[Dataset entries]
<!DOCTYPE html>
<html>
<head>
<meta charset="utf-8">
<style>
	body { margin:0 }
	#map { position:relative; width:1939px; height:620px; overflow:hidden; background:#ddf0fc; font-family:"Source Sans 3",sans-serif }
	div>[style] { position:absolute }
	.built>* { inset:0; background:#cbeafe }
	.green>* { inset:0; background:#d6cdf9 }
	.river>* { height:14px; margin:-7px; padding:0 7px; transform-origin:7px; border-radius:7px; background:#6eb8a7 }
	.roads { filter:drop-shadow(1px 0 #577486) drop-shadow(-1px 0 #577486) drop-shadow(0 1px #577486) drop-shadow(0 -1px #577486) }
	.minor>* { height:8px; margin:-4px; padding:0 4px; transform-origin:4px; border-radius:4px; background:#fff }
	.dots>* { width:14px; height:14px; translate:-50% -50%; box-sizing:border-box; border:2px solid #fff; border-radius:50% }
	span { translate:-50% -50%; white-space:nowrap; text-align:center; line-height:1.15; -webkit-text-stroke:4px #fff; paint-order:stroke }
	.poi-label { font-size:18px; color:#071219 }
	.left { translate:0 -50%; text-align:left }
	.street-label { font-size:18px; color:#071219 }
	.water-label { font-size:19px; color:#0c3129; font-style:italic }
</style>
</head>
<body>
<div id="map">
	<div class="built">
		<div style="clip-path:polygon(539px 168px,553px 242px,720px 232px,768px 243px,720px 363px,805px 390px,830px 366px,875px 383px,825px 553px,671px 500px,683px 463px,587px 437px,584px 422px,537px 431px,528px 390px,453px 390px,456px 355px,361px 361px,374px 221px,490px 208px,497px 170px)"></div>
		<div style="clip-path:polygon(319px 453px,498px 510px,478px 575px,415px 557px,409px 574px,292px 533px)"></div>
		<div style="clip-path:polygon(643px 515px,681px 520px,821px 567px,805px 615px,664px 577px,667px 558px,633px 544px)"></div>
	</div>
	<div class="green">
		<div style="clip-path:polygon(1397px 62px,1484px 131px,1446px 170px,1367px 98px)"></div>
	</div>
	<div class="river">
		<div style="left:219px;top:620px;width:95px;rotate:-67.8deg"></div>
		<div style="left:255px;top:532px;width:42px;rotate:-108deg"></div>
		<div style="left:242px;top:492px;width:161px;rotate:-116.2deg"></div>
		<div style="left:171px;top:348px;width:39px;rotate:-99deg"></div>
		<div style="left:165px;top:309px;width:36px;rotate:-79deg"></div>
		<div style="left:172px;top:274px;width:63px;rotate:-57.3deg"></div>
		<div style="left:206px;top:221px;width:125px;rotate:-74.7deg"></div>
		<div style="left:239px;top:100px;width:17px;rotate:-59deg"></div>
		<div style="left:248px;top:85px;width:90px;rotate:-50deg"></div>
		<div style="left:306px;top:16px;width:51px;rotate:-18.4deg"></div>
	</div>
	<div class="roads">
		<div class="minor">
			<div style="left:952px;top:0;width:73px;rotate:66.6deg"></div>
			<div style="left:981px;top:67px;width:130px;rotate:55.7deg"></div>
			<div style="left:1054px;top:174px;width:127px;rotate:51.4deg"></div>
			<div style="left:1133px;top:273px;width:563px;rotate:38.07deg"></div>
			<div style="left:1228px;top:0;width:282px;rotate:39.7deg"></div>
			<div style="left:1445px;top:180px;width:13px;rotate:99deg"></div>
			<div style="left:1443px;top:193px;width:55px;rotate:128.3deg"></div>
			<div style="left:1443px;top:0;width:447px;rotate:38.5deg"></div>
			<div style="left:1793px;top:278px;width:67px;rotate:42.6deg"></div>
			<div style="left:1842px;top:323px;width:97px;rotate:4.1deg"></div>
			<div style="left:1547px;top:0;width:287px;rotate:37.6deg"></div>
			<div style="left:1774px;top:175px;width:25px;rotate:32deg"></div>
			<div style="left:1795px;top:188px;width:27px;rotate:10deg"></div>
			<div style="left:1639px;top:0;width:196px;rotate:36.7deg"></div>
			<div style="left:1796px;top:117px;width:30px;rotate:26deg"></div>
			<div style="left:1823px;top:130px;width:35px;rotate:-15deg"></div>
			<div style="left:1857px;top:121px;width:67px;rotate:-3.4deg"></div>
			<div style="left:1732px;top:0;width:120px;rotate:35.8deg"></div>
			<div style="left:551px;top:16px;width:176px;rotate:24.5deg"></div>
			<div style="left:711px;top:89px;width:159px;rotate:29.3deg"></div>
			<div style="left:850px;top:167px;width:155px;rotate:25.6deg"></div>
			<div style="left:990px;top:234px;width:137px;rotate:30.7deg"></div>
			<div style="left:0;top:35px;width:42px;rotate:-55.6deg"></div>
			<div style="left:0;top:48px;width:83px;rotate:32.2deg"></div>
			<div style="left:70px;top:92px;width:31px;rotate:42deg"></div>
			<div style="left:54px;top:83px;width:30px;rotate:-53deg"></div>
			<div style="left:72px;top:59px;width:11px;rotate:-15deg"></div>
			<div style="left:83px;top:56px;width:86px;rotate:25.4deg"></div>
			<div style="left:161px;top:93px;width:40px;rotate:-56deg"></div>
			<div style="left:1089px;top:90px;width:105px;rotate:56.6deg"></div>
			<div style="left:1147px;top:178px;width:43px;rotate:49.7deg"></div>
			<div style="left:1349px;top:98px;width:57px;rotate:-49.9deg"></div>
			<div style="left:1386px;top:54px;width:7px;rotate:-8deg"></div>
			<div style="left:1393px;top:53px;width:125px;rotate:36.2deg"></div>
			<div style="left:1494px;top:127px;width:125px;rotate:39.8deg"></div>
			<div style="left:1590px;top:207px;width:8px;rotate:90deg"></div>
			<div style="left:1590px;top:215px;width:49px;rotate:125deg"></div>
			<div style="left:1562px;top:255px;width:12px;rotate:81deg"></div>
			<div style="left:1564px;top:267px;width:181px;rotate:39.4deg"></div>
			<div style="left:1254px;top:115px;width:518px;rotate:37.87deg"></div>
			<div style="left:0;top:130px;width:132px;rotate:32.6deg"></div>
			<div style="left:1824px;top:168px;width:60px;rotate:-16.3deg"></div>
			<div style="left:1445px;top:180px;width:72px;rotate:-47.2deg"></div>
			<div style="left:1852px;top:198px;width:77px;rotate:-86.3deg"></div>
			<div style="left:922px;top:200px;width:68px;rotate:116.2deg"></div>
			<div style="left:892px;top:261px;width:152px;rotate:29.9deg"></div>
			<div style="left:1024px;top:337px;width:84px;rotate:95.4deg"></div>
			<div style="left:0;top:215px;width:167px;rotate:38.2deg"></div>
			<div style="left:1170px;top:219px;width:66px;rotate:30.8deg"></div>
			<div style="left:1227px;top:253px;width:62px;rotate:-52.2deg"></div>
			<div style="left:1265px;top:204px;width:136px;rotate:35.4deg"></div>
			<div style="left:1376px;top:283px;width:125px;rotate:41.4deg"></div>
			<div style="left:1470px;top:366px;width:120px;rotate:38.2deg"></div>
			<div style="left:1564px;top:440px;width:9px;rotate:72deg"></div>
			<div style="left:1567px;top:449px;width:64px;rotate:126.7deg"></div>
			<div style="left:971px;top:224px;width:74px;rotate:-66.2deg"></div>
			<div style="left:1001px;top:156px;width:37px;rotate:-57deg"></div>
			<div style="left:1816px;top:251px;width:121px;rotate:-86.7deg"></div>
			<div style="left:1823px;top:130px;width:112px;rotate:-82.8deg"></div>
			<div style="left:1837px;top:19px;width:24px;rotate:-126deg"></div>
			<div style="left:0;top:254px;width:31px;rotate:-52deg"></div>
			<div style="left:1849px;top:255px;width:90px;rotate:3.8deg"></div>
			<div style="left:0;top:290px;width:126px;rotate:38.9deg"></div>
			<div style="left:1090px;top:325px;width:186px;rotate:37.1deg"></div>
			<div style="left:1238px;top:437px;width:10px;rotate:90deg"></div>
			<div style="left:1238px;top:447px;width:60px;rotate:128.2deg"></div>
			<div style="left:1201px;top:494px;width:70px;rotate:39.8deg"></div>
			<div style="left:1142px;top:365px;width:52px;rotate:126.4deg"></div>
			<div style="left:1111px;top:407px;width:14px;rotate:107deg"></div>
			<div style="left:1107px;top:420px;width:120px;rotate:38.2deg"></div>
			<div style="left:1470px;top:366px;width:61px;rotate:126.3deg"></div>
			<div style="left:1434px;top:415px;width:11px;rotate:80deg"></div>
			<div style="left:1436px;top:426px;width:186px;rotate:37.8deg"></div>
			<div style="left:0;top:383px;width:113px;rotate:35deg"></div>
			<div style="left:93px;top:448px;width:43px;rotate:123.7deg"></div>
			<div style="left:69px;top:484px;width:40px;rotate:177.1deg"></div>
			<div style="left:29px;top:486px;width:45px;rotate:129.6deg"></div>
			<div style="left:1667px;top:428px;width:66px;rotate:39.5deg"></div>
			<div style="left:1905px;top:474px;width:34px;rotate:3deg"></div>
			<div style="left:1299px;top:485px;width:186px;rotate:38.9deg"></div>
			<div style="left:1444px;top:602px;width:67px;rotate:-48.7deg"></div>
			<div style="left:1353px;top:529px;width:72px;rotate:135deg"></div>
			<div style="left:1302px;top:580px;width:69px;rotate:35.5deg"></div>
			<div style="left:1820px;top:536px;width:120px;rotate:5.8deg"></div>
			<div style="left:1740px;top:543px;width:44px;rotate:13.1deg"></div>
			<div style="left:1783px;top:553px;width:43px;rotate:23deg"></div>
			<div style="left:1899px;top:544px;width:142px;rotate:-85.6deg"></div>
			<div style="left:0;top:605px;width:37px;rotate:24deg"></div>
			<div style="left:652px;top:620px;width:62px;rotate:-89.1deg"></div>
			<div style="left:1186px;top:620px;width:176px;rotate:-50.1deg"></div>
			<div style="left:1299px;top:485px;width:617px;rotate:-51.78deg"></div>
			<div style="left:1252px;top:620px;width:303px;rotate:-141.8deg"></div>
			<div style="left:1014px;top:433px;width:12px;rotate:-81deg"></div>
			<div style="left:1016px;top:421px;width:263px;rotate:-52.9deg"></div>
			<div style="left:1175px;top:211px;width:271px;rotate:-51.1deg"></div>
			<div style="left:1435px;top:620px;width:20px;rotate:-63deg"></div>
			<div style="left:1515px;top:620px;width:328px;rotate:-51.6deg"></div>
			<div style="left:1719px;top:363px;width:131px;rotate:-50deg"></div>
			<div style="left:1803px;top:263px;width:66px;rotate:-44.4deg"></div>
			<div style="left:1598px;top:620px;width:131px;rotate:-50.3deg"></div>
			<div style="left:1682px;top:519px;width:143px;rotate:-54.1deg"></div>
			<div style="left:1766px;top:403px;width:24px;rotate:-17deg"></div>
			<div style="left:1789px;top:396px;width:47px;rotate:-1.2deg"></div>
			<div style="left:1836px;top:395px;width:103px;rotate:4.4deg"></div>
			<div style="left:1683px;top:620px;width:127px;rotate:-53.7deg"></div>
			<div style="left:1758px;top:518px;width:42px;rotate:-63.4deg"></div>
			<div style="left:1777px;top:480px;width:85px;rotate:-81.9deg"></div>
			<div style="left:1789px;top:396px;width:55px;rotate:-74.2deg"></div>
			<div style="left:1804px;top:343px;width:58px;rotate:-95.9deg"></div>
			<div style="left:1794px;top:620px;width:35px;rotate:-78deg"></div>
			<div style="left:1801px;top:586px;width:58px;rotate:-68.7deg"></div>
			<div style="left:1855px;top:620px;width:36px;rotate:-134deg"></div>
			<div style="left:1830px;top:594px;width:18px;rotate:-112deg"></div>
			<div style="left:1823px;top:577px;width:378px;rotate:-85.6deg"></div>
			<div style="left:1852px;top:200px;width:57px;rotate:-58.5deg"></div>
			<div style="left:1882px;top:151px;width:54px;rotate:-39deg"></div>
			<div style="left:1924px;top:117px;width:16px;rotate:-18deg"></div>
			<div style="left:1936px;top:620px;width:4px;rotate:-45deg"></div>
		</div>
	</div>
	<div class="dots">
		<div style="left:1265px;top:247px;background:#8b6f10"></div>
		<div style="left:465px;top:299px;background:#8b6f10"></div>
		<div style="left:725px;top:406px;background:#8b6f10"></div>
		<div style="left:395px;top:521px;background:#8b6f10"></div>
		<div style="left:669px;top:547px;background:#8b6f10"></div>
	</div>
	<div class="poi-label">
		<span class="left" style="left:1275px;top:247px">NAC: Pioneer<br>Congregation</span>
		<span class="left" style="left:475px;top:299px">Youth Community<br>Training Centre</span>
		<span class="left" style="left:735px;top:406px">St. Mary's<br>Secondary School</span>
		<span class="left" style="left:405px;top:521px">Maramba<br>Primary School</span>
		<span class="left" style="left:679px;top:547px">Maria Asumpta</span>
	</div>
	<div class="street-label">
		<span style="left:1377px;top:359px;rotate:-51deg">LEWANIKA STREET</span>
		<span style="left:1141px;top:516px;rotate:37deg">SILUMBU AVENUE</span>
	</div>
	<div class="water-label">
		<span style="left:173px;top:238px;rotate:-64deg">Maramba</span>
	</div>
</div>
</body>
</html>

## Directions
Please restate only the opening stretch of the records above: every line from the first through the one containing "filter:drop-shadow(1px 0 #577486)", exactly as written.

## Task solution
<!DOCTYPE html>
<html>
<head>
<meta charset="utf-8">
<style>
	body { margin:0 }
	#map { position:relative; width:1939px; height:620px; overflow:hidden; background:#ddf0fc; font-family:"Source Sans 3",sans-serif }
	div>[style] { position:absolute }
	.built>* { inset:0; background:#cbeafe }
	.green>* { inset:0; background:#d6cdf9 }
	.river>* { height:14px; margin:-7px; padding:0 7px; transform-origin:7px; border-radius:7px; background:#6eb8a7 }
	.roads { filter:drop-shadow(1px 0 #577486) drop-shadow(-1px 0 #577486) drop-shadow(0 1px #577486) drop-shadow(0 -1px #577486) }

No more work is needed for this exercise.